Par Mathieu Monconduit
Dans la torpeur du mois d’août, Marisol Touraine et Laurent Fabius ont annoncé lors d’une réunion commune « de nouvelles mesures pour renforcer la visibilité internationale de notre offre de soins … » mettant en exergue l’intérêt du « marché international de l’offre de soins (qui) présente des perspectives de croissance majeures, susceptibles d’engendrer des retombées substantielles en matière d’activité économique, de création d’emplois et de recherche en France. Développer l’attractivité médicale des établissements de santé français est donc une nécessité ».

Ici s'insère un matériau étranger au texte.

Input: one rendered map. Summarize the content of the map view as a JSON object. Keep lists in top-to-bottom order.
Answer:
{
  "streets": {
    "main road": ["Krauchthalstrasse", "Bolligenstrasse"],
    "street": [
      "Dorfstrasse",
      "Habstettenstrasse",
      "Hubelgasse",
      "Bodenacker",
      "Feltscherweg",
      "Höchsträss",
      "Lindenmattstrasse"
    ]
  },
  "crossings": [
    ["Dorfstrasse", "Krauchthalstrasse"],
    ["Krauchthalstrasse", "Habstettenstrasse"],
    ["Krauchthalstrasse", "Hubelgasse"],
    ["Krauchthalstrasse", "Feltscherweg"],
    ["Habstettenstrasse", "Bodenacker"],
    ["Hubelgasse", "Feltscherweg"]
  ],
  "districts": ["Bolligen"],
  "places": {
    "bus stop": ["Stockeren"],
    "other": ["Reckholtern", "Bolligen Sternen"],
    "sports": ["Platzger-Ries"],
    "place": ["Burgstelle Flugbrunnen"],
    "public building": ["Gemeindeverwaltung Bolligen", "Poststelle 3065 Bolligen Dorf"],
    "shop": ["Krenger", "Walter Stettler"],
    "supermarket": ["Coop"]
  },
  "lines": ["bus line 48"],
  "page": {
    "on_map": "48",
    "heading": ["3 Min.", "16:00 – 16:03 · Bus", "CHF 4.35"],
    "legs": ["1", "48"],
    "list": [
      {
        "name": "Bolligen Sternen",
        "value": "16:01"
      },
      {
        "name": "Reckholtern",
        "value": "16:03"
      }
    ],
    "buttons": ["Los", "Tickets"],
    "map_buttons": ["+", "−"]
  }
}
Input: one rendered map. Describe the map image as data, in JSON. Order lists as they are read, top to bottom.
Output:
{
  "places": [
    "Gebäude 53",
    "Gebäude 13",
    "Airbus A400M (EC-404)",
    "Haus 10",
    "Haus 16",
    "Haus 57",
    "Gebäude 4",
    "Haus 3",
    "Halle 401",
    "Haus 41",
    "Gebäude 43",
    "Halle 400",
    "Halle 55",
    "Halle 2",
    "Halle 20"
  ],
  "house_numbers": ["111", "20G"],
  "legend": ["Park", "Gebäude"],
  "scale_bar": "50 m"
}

Cette orientation proposée aux établissements de santé, avec l’appui du Ministre des Affaires Étrangères (aussi en charge du commerce extérieur), pour renforcer leurs recettes supplémentaires, me semble porteuse d’ambigüités et symptomatique d’une méconnaissance de ce qui anime nombre de professionnels de santé. Certes, on pourrait se contenter de voir là
– une menace pour les délais d’accès à certains experts. Les enquêtes concernant les différences de délai de rendez vous, entre consultations privées et consultations publiques à l’hôpital, montre trop souvent l’avantage du porte feuille
– ou encore un aval donné à la pratique de tourisme médical des plus riches et à l’accentuation des écarts dans l’accès aux soins entre riches et pauvres dans des pays dont le système de santé reste peu développé.
S’interroger sur de tels effets, et quelques autres possibles, serait déjà bienvenu.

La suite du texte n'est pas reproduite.